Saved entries
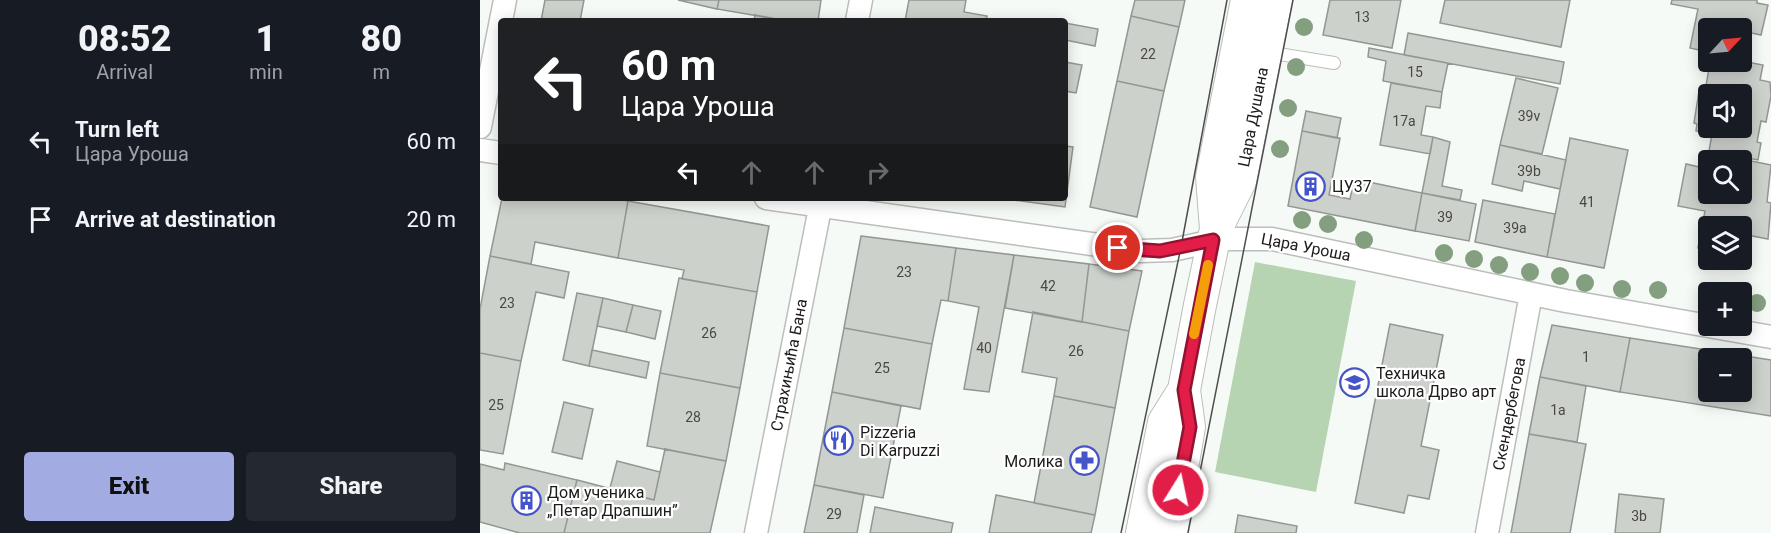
<!DOCTYPE html>
<meta charset="utf-8">
<style>
body{margin:0;font-family:Roboto,sans-serif;background:#242831;color:#f1f3f6;height:100vh;display:flex;flex-direction:column;font-size:22px;white-space:nowrap}
*{box-sizing:border-box;margin:0}
p{font-size:20px;color:#9ea1a6}
.icon{flex:none;width:33px;height:33px;fill:none;stroke:currentColor;stroke-width:2;stroke-linecap:round;stroke-linejoin:round}
.map{position:relative;flex:1;overflow:hidden}
.details{display:flex;flex-direction:column;background:#171b24;width:480px}
.details>*{flex:none}
.top-card{position:absolute;left:18px;top:18px;width:570px;height:183px;border-radius:6px;box-shadow:0 3px 15px #0003;background:#202124;color:#fff;overflow:hidden}
.needle{width:39px;rotate:64deg}
.buttons{position:absolute;left:1218px;top:18px;display:grid;gap:12px}
.buttons a{display:grid;place-items:center;width:54px;height:54px;border-radius:6px;background:#171b24;box-shadow:0 3px 15px #0003;font-size:30px}
.pin{position:absolute;display:grid;place-items:center;width:51px;height:51px;color:#fff;margin:-26px;border:3px solid #fff;border-radius:50%;box-shadow:0 2px 6px #0007}
.me{position:absolute;width:66px;margin:-33px;rotate:10deg;stroke-linejoin:round;filter:drop-shadow(0 0 4px #0008)}
.turn{display:flex;align-items:center;gap:21px;height:126px;padding:0 24px;font-size:27px}
.turn .icon{width:78px;height:78px;stroke-width:2.5}
.turn b{display:block;font-size:42px;line-height:51px}
.lanes{display:flex;align-items:center;height:57px;padding:0 24px;background:#0003;justify-content:center;gap:30px;direction:ltr}
.lanes .off{opacity:.35}
.eta{display:flex;justify-content:space-evenly;align-items:center;height:102px;text-align:center}
.eta b{font-size:36px;font-weight:800;line-height:42px}
.primary-button{display:flex;gap:12px;margin-top:auto;padding:12px 24px}
.primary-button a{flex:1;height:69px;border-radius:6px;background:#a3ace2;color:#111;font-size:24px;font-weight:800;line-height:69px;text-align:center}
.primary-button a+a{background:#242831;color:#f1f3f6}
ul{padding:0;list-style:none}
li{display:flex;align-items:center;gap:18px;height:78px;padding:0 24px}
li div{flex:1}
li b{display:block;font-size:22px}
li em{font-style:normal}
main{display:flex;flex:1;min-height:0}
.map>svg:first-child{display:block}
.green{fill:#b7d4b2}
.building{fill:#cdd1cc;stroke:#939692;stroke-width:1.5;fill-rule:evenodd}
.lines{fill:none;stroke-linecap:round;stroke-linejoin:round}
.service-casing{stroke:#bbbeba;stroke-width:14}
.minor-casing{stroke:#bbbeba;stroke-width:25}
.secondary-casing{stroke:#bbbeba;stroke-width:34}
.service{stroke:#fff;stroke-width:12}
.minor{stroke:#fff;stroke-width:22}
.secondary{stroke:#fff;stroke-width:32}
.tram{stroke:#4e4f4d;stroke-width:1.5}
.tree{fill:#849f80}
.route-casing{stroke:#92132f;stroke-width:15}
.route{stroke:#e11d48;stroke-width:10}
.slow{stroke:#f59e0b;stroke-width:10}
.labels{text-anchor:middle;dominant-baseline:central;stroke-width:4.5;stroke-linejoin:round;paint-order:stroke}
.number-label{font-size:14px;fill:#484946}
.street-label{font-size:16px;fill:#1b1c1a;stroke:#fff}
.poi-label{font-size:16px;fill:#1b1c1a;stroke:#fff;text-anchor:start}
</style>
<main>
<section class="details">
<div class="eta">
<div><b>08:52</b><p>Arrival</p></div>
<div><b>1</b><p>min</p></div>
<div><b>80</b><p>m</p></div>
</div>
<ul>
<li><svg class="icon" aria-label="left" viewBox="0 0 24 24"><path d="M17 20v-9H6M10 6l-5 5 5 5"/></svg><div><b>Turn left</b><p>Цара Уроша</p></div><em>60 m</em></li>
<li><svg class="icon" aria-label="arrive" viewBox="0 0 24 24"><path d="M6 21V4h12l-3 4 3 4H6"/></svg><div><b>Arrive at destination</b></div><em>20 m</em></li>
</ul>
<div class="primary-button"><a>Exit</a><a>Share</a></div>
</section>
<div class="map">
<svg width="1291" height="533" viewBox="0 0 1291 533">
<rect width="100%" height="100%" fill="#f6faf6"/>
<path class="green" d="M775 262 876 281 836 492 735 472Z"/>
<path class="building" d="M65 0H104L100 21H61Z
M198 0H239L237 9Z
M239 0H341L338 21H307L237 9Z
M429 0H486L484 12 507 16 506 21H425Z
M655 0H705L699 27 651 16Z
M850 0H921L912 48 843 35Z
M965 0H1090L1081 47 960 23Z
M1192 0H1277V3L1288 5 1281 35 1262 31V28H1228V52L1210 48 1218 9 1191 4Z
M275 15 307 21H274Z
M651 16 699 27 684 91 637 81Z
M585 23 618 29 615 46 585 40Z
M928 33 1084 62 1080 84 924 55Z
M889 48 968 63 962 92 903 81 906 61 888 57Z
M1262 61 1283 65 1280 80 1290 82 1291 96 1286 122 1281 121 1277 142 1281 143 1278 160 1229 151 1232 134 1216 131 1217 124 1214 123 1219 91 1225 92 1230 62ZM1228 94H1262V128H1228Z
M585 62 602 65 596 93 585 91Z
M1036 78 1078 88 1062 154 1020 145Z
M637 81 684 91 657 217 610 207Z
M911 83 962 92 960 108 946 106 941 135 953 137 950 154 900 145Z
M826 111 861 118 857 138 822 131Z
M822 131 860 138 849 195 870 199 874 179 942 193 935 231 808 206Z
M953 137 970 142 962 186 982 190 980 200 942 193Z
M1090 138 1148 150 1124 268 1067 257Z
M1020 145 1086 160 1080 189 1044 181 1042 191 1012 184Z
M585 146 593 147 585 207 526 199 585 198Z
M1227 152 1291 165 1287 202 1291 203 1288 239 1267 235 1264 256H1262V226H1228V250L1218 248 1225 211 1198 206 1206 164 1224 168ZM1228 160H1262V194H1228Z
M942 193 996 204 989 241 935 231Z
M22 198H134L148 201 138 258 55 242 51 264 10 256Z
M1003 200 1075 214 1067 257 995 242Z
M148 201 289 226 277 292 202 279 204 270 138 258Z
M381 236 476 248 468 301 461 300 452 344 364 328Z
M476 248 534 255 509 392 484 389 499 307 468 301Z
M534 255 609 264 602 322 525 308Z
M10 256 89 272 84 298 56 292 41 361 0 353V309Z
M609 264 662 271 649 331 602 322Z
M199 278 277 292 260 388 180 373Z
M97 293 123 298 109 366 83 360Z
M123 298 153 305 146 332 117 326Z
M153 305 181 311 175 339 146 332Z
M553 312 649 331 635 408 574 396 577 378 542 372Z
M910 324 963 335 941 446 959 450 949 499 928 495 924 513 875 503Z
M1072 325 1150 338 1140 392 1060 377Z
M364 328 452 344 440 409 352 392Z
M1150 338 1291 360V416L1140 392ZM1228 358H1262V392H1228Z
M112 350 169 362 166 378 109 366Z
M0 353 41 361 23 454 0 450Z
M180 373 260 388 246 461 167 446Z
M1060 377 1106 386 1097 442 1049 434Z
M352 392 421 406 403 498 334 485Z
M574 396 635 408 615 515 554 503Z
M84 402 113 409 102 459 72 452Z
M1049 434 1106 444 1090 533H1031Z
M185 449 246 461 230 533H84L97 480 174 500Z
M137 461 180 472 174 500 130 488Z
M25 463 97 480 84 533H40L0 522V464L24 470Z
M334 485 384 495 377 533H324Z
M1139 494 1184 499 1180 533H1135Z
M516 495 615 515 611 533H509Z
M395 507 473 523 471 533H390Z
M758 515 817 526 816 533H755Z"/>
<g class="lines">
<defs>
<path id="service" d="M787 52 854 63"/>
<path id="minor" d="M377 21 381 0
M0 127 25 0
M0 150 21 153
M286 198 661 251 692 250 742 239H792L1086 301 1291 337
M276 533 342 198
M1007 533 1051 294"/>
<path id="secondary" d="M736 229 732 177 767 0
M662 533 684 422 704 390
M691 533 709 427 704 390 720 305 736 229 760 181 796 0"/>
</defs>
<use href="#service" class="service-casing"/>
<use href="#minor" class="minor-casing"/>
<use href="#secondary" class="secondary-casing"/>
<use href="#service" class="service"/>
<use href="#minor" class="minor"/>
<use href="#secondary" class="secondary"/>
<path class="tram" d="M641 533 701 247 747 0
M708 533 813 0"/>
</g>
<g class="tree">
<circle cx="824" cy="27" r="9"/>
<circle cx="816" cy="67" r="9"/>
<circle cx="808" cy="108" r="9"/>
<circle cx="800" cy="149" r="9"/>
<circle cx="822" cy="220" r="9"/>
<circle cx="848" cy="224" r="9"/>
<circle cx="884" cy="240" r="9"/>
<circle cx="964" cy="253" r="9"/>
<circle cx="994" cy="259" r="9"/>
<circle cx="1019" cy="265" r="9"/>
<circle cx="1050" cy="272" r="9"/>
<circle cx="1080" cy="276" r="9"/>
<circle cx="1105" cy="283" r="9"/>
<circle cx="1142" cy="289" r="9"/>
<circle cx="1178" cy="290" r="9"/>
<circle cx="1277" cy="303" r="9"/>
</g>
<g class="lines">
<defs>
<path id="route" d="M638 248 680 251 733 240 704 390 710 427 698 490"/>
</defs>
<use href="#route" class="route-casing"/>
<use href="#route" class="route"/>
<path class="slow" d="M714 334 728 265"/>
</g>
<defs>
<symbol id="building-ring" viewBox="-11 -11 22 22"><circle r="9.5" fill="#fff" stroke="#4455c9" stroke-width="1.5"/><path d="M-4-6H4V6H1V3H-1V6H-4ZM-2.5-4.3h1.7v1.8h-1.7ZM.8-4.3h1.7v1.8H.8ZM-2.5-1h1.7V.8h-1.7ZM.8-1h1.7V.8H.8Z" fill="#4455c9"/></symbol>
<symbol id="school-ring" viewBox="-11 -11 22 22"><circle r="9.5" fill="#fff" stroke="#4455c9" stroke-width="1.5"/><path d="M0-5L7-2L0 1L-7-2ZM-4 1L0 2.5L4 1V4Q0 6-4 4Z" fill="#4455c9"/></symbol>
<symbol id="restaurant-ring" viewBox="-11 -11 22 22"><circle r="9.5" fill="#fff" stroke="#4455c9" stroke-width="1.5"/><path d="M-5-6h1v4h1v-4h1v4h1v-4h1v5L-1.5 .5V6h-2V.5L-5-1ZM5-6V6H3V1.5H1.5Q1.5-4 5-6Z" fill="#4455c9"/></symbol>
<symbol id="pharmacy-ring" viewBox="-11 -11 22 22"><circle r="9.5" fill="#fff" stroke="#4455c9" stroke-width="1.5"/><path d="M-2-6h4v4h4v4h-4v4h-4v-4h-4v-4h4Z" fill="#4455c9"/></symbol>
</defs>
<g fill-rule="evenodd">
<use href="#building-ring" x="814" y="170" width="33" height="33"/>
<use href="#school-ring" x="858" y="366" width="33" height="33"/>
<use href="#restaurant-ring" x="342" y="424" width="33" height="33"/>
<use href="#pharmacy-ring" x="588" y="444" width="33" height="33"/>
<use href="#building-ring" x="30" y="484" width="33" height="33"/>
</g>
<g class="labels">
<g class="number-label">
<text x="882" y="17">13</text>
<text x="668" y="54">22</text>
<text x="935" y="72">15</text>
<text x="1049" y="116">39v</text>
<text x="924" y="121">17a</text>
<text x="1049" y="171">39b</text>
<text x="1107" y="202">41</text>
<text x="965" y="217">39</text>
<text x="1035" y="228">39a</text>
<text x="424" y="272">23</text>
<text x="568" y="286">42</text>
<text x="27" y="303">23</text>
<text x="229" y="333">26</text>
<text x="504" y="348">40</text>
<text x="596" y="351">26</text>
<text x="1106" y="357">1</text>
<text x="402" y="368">25</text>
<text x="16" y="405">25</text>
<text x="1078" y="410">1a</text>
<text x="213" y="417">28</text>
<text x="354" y="514">29</text>
<text x="1159" y="516">3b</text>
</g>
<g class="street-label">
<text transform="translate(773 117) rotate(-79)">Цара Душана</text>
<text transform="translate(826 247) rotate(11)">Цара Уроша</text>
<text transform="translate(309 365) rotate(-79)">Страхињића Бана</text>
<text transform="translate(1029 414) rotate(-79)">Скендербегова</text>
</g>
<g class="poi-label">
<text x="852" y="186">ЦУ37</text>
<text x="896" y="373">Техничка<tspan x="896" dy="18">школа Дрво арт</tspan></text>
<text x="380" y="432">Pizzeria<tspan x="380" dy="18">Di Karpuzzi</tspan></text>
<text x="583" y="461" text-anchor="end">Молика</text>
<text x="67" y="492">Дом ученика<tspan x="67" dy="18">„Петар Драпшин”</tspan></text>
</g>
</g>
</svg>
<div class="buttons">
<a><svg class="needle" viewBox="-14 -14 28 28"><path d="M0-13l5 13h-10z" fill="#e53935"/><path d="M0 13l5-13h-10z" fill="#9ea1a6"/></svg></a>
<a><svg class="icon" aria-label="sound" viewBox="0 0 24 24"><path d="M4 9h4l5-4v14l-5-4H4zM17 9q2 3 0 6"/></svg></a>
<a><svg class="icon" aria-label="search" viewBox="0 0 24 24"><circle cx="10" cy="10" r="6"/><path d="M15 15l6 6"/></svg></a>
<a><svg class="icon" aria-label="layers" viewBox="0 0 24 24"><path d="M12 4l9 5-9 5-9-5zM3 14l9 5 9-5"/></svg></a>
<a>+</a>
<a>−</a>
</div>
<div class="pin" style="left:638px;top:248px;background:#d93025"><svg class="icon" aria-label="arrive" viewBox="0 0 24 24"><path d="M6 21V4h12l-3 4 3 4H6"/></svg></div>
<svg class="me" style="left:698px;top:490px" viewBox="-20 -20 40 40"><circle r="17" fill="#e11d48" stroke="#fff" stroke-width="3"/><path d="M0-11L8 9 0 5-8 9z" fill="#fff"/></svg>
<div class="top-card">
<div class="turn"><svg class="icon" aria-label="left" viewBox="0 0 24 24"><path d="M17 20v-9H6M10 6l-5 5 5 5"/></svg><div><b>60 m</b>Цара Уроша</div></div>
<div class="lanes"><svg class="icon" aria-label="left" viewBox="0 0 24 24"><path d="M17 20v-9H6M10 6l-5 5 5 5"/></svg><svg class="icon off" aria-label="ahead" viewBox="0 0 24 24"><path d="M12 20V5M6 11l6-6 6 6"/></svg><svg class="icon off" aria-label="ahead" viewBox="0 0 24 24"><path d="M12 20V5M6 11l6-6 6 6"/></svg><svg class="icon off" aria-label="right" viewBox="0 0 24 24"><path d="M7 20v-9h11M14 6l5 5-5 5"/></svg></div>
</div>
</div>
</main>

TASK OBJECTIVE — Take the lines above from the one containing "M655 0H705L699 27 651 16Z" to the one containing "M1020 145 1086" and retype them exactly, both ends included, with nothing added.

OUTPUT OF THE EXERCISE —
M655 0H705L699 27 651 16Z
M850 0H921L912 48 843 35Z
M965 0H1090L1081 47 960 23Z
M1192 0H1277V3L1288 5 1281 35 1262 31V28H1228V52L1210 48 1218 9 1191 4Z
M275 15 307 21H274Z
M651 16 699 27 684 91 637 81Z
M585 23 618 29 615 46 585 40Z
M928 33 1084 62 1080 84 924 55Z
M889 48 968 63 962 92 903 81 906 61 888 57Z
M1262 61 1283 65 1280 80 1290 82 1291 96 1286 122 1281 121 1277 142 1281 143 1278 160 1229 151 1232 134 1216 131 1217 124 1214 123 1219 91 1225 92 1230 62ZM1228 94H1262V128H1228Z
M585 62 602 65 596 93 585 91Z
M1036 78 1078 88 1062 154 1020 145Z
M637 81 684 91 657 217 610 207Z
M911 83 962 92 960 108 946 106 941 135 953 137 950 154 900 145Z
M826 111 861 118 857 138 822 131Z
M822 131 860 138 849 195 870 199 874 179 942 193 935 231 808 206Z
M953 137 970 142 962 186 982 190 980 200 942 193Z
M1090 138 1148 150 1124 268 1067 257Z
M1020 145 1086 160 1080 189 1044 181 1042 191 1012 184Z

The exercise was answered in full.